In the records that follow, show each line where the word "shadow" is present.

*** Begin section ***

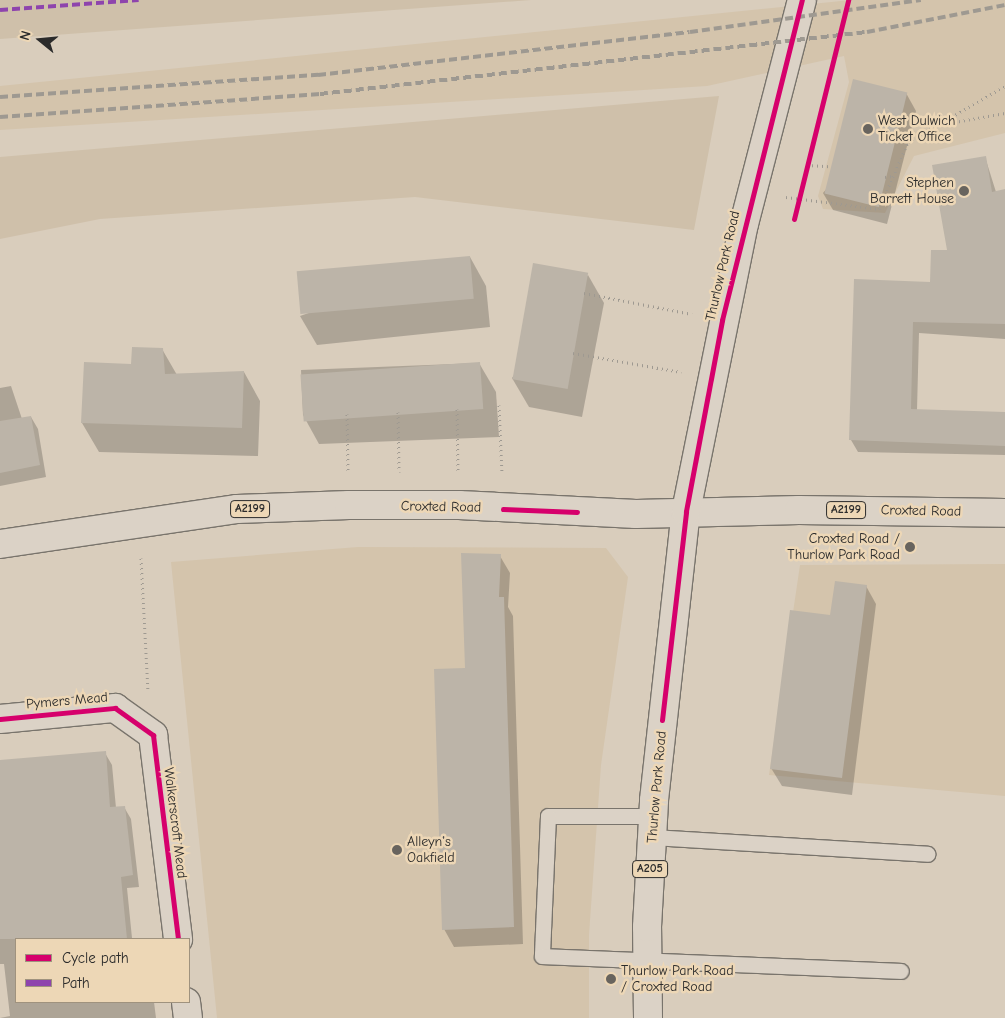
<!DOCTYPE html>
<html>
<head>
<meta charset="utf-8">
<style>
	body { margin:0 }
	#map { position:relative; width:1005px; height:1018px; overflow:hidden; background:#d9cdbc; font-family:"Comic Neue",sans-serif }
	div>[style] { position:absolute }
	.built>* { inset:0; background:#d4c4ac }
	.green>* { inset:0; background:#cfc0aa }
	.shadow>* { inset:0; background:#0003 }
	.building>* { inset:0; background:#bcb4a8; transform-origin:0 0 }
	.path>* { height:3px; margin-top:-1.5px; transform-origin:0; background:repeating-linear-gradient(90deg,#9e9991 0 1px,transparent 0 5px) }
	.roads { filter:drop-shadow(1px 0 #79746c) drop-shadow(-1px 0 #79746c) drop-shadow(0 1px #79746c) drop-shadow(0 -1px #79746c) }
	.lane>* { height:15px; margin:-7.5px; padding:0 7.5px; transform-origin:7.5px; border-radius:7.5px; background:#dbd2c6 }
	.street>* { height:28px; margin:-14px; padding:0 14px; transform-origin:14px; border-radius:14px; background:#dbd2c6 }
	.primary>* { height:28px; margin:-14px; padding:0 14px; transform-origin:14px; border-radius:14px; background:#dbd2c6 }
	.highway>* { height:28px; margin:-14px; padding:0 14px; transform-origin:14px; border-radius:14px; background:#dbd2c6 }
	.rail>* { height:4px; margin-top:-2px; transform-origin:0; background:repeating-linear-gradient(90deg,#9e9991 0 8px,transparent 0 12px) }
	.quiet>* { height:4px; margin-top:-2px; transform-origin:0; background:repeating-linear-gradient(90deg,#8e44ad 0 8px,transparent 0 12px) }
	.cycleway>* { height:5px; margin:-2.5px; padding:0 2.5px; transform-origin:2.5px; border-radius:2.5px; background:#d6006c }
	.dots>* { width:14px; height:14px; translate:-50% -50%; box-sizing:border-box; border:2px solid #edd7b6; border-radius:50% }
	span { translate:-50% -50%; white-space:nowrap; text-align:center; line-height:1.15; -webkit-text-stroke:5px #edd7b6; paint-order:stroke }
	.shield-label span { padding:1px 4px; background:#edd7b6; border:1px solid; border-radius:4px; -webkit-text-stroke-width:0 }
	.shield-label { font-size:12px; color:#2b2b2b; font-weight:700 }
	.poi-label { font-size:14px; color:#2b2b2b }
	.left { translate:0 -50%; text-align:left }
	.right { translate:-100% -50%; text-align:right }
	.street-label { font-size:14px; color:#2b2b2b }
	.legend { position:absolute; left:15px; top:938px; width:175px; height:65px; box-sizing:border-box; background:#edd7b6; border:1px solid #9f927e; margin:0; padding:6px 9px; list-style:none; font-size:15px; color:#2b2b2b }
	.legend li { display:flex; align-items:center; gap:10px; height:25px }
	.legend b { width:25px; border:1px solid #9f927e }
	.north { position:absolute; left:15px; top:15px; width:50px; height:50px; -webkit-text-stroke:4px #edd7b6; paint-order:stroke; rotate:287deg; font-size:14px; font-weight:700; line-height:20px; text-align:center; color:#2b2b2b }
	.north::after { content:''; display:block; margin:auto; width:18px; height:22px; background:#2b2b2b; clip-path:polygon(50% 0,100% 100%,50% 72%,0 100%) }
</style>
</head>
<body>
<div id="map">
	<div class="built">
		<div style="clip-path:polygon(851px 0,1005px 0,1005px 133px,914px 156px,885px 213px,823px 209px,818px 196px,849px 82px,844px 56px,707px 86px,0 130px,0 86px)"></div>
		<div style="clip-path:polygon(358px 547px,606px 548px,628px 577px,601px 765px,589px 935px,589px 1018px,217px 1018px,171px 562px)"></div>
		<div style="clip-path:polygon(1005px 564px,1005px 796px,769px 775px,800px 565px)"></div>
	</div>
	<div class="green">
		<div style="clip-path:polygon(0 0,531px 0,0 39px)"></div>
		<div style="clip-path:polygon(719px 96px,694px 230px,415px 197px,100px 219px,0 239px,0 157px)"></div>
	</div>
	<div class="shadow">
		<div style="clip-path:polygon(906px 93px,916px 111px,887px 224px,833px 210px,823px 193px)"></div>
		<div style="clip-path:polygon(985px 157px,996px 192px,1005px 191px,1005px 339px,919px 333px,917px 410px,1005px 413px,1005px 455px,858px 452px,851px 440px,949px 252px)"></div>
		<div style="clip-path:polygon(470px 257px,486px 286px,490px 327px,317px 345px,300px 316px)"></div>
		<div style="clip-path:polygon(588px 275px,604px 303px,582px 417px,529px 407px,512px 378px)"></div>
		<div style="clip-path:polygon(162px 349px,177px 375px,244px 372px,260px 401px,258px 456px,99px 452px,82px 423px)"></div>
		<div style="clip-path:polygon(479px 363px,496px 392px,499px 437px,319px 444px,303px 415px,301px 370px)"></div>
		<div style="clip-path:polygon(11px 386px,22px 419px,31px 417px,38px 429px,46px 477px,0 486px,0 388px)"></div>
		<div style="clip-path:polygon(500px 556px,510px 573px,508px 607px,513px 616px,523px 944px,454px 947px,444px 929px,466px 669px)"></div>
		<div style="clip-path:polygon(866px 586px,876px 604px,852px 795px,782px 786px,771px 768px)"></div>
		<div style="clip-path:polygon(105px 753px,112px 765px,116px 808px,124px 807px,131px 819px,139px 887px,127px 888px,132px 938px,142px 939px,16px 939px,16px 1002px,154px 1002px,156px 1018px,0 1018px,10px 1016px,4px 964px,0 964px,0 761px)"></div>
	</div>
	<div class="building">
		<div style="left:853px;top:79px;width:56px;height:118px;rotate:14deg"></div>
		<div style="clip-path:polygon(986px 156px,992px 192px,1005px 189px,1005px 324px,913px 322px,911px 409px,1005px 412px,1005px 446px,849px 440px,854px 279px,930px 282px,931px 250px,947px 250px,932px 165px)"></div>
		<div style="left:470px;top:256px;width:43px;height:174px;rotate:85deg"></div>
		<div style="left:533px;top:263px;width:56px;height:118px;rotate:10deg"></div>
		<div style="clip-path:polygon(132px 347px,163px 348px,165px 374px,244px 371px,242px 428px,81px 423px,84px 362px,131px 364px)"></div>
		<div style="left:480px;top:362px;width:47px;height:180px;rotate:86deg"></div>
		<div style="clip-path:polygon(31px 416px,40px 465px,0 473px,0 421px)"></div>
		<div style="clip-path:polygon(461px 553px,501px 554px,499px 597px,504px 597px,514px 927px,442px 930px,434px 669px,465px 668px)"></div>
		<div style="clip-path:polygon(835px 581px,867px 585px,842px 778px,770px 769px,790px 610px,830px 615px)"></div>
		<div style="clip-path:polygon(106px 751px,110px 807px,125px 806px,133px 875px,121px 877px,127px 939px,0 939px,0 760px)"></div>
	</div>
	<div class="path">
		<div style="left:944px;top:124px;width:62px;rotate:-10.2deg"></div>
		<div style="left:807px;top:165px;width:22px;rotate:3deg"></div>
		<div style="left:885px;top:177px;width:8px;rotate:-7deg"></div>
		<div style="left:786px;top:197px;width:94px;rotate:7.4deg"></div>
		<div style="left:879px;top:209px;width:73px;rotate:-66.6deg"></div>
		<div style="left:908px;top:142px;width:112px;rotate:-30deg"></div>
		<div style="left:584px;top:293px;width:110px;rotate:11deg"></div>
		<div style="left:573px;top:353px;width:110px;rotate:10deg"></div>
		<div style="left:499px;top:405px;width:69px;rotate:87.5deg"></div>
		<div style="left:457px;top:409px;width:63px;rotate:89.1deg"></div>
		<div style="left:398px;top:412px;width:60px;rotate:89deg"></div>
		<div style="left:347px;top:414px;width:58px;rotate:89deg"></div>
		<div style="left:141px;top:558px;width:133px;rotate:87deg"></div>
	</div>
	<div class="roads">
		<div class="lane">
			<div style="left:653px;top:816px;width:105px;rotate:180deg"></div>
			<div style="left:548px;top:816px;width:140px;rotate:92.5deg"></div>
			<div style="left:542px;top:956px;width:359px;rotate:2.4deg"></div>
			<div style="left:652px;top:837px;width:276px;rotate:3.5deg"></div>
		</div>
		<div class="street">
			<div style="left:0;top:719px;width:116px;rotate:-5.5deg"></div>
			<div style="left:115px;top:708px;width:47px;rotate:35.4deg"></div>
			<div style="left:153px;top:735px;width:206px;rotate:83deg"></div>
			<div style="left:186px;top:1002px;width:16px;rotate:83deg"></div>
		</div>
		<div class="primary">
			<div style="left:0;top:544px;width:240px;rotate:-8.4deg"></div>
			<div style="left:237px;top:509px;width:112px;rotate:-2deg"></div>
			<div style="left:349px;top:505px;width:110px"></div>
			<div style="left:459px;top:505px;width:177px;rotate:2.9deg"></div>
			<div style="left:636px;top:514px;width:163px;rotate:-1.4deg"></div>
			<div style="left:799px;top:510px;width:206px;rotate:0.8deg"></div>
		</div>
		<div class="highway">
			<div style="left:648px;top:1018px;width:91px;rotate:-90.6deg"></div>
			<div style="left:647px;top:927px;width:127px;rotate:-86.8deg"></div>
			<div style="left:654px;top:800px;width:291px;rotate:-83.7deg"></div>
			<div style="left:686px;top:511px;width:293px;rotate:-78.6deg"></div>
			<div style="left:744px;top:224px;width:231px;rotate:-75.5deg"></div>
		</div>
	</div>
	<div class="rail">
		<div style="left:0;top:97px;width:319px;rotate:-4deg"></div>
		<div style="left:318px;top:75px;width:374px;rotate:-6.6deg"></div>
		<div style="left:690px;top:32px;width:233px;rotate:-7.9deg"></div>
		<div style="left:0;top:117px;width:321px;rotate:-4.1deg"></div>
		<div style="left:320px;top:94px;width:551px;rotate:-6.47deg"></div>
		<div style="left:867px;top:32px;width:141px;rotate:-11.1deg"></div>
	</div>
	<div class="quiet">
		<div style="left:0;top:10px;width:139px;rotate:-4.1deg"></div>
	</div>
	<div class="cycleway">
		<div style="left:794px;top:219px;width:226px;rotate:-76.1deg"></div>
		<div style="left:503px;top:509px;width:74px;rotate:2.3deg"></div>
		<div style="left:0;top:719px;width:116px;rotate:-5.5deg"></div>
		<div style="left:115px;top:708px;width:47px;rotate:35.4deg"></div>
		<div style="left:153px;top:735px;width:206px;rotate:83deg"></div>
		<div style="left:662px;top:720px;width:210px;rotate:-83.4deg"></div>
		<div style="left:686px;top:511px;width:194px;rotate:-79.3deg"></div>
		<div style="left:722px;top:320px;width:330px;rotate:-76deg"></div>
	</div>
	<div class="dots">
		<div style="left:868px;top:129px;background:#68645e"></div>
		<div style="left:964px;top:191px;background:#68645e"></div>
		<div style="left:910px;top:547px;background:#68645e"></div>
		<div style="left:397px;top:850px;background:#68645e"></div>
		<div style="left:611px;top:979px;background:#68645e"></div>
	</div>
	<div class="shield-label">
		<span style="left:250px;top:509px">A2199</span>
		<span style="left:846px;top:510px">A2199</span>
		<span style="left:650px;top:869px">A205</span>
	</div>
	<div class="poi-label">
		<span class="left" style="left:878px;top:129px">West Dulwich<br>Ticket Office</span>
		<span class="right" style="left:954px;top:191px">Stephen<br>Barrett House</span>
		<span class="right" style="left:900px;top:547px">Croxted Road /<br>Thurlow Park Road</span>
		<span class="left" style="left:407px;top:850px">Alleyn's<br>Oakfield</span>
		<span class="left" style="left:621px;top:979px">Thurlow Park Road<br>/ Croxted Road</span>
	</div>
	<div class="street-label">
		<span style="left:723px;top:266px;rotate:-77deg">Thurlow Park Road</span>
		<span style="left:441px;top:507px;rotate:1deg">Croxted Road</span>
		<span style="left:921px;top:511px;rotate:1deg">Croxted Road</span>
		<span style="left:67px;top:701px;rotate:-5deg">Pymers Mead</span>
		<span style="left:657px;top:787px;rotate:-85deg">Thurlow Park Road</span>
		<span style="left:175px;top:823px;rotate:83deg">Walkerscroft Mead</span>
	</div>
	<ul class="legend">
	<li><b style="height:6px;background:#d6006c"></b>Cycle path</li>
	<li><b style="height:6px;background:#8e44ad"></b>Path</li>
	</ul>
	<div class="north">N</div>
</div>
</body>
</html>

*** End section ***

> **EXERCISE SOLUTION**:
	.shadow>* { inset:0; background:#0003 }
	.roads { filter:drop-shadow(1px 0 #79746c) drop-shadow(-1px 0 #79746c) drop-shadow(0 1px #79746c) drop-shadow(0 -1px #79746c) }
	<div class="shadow">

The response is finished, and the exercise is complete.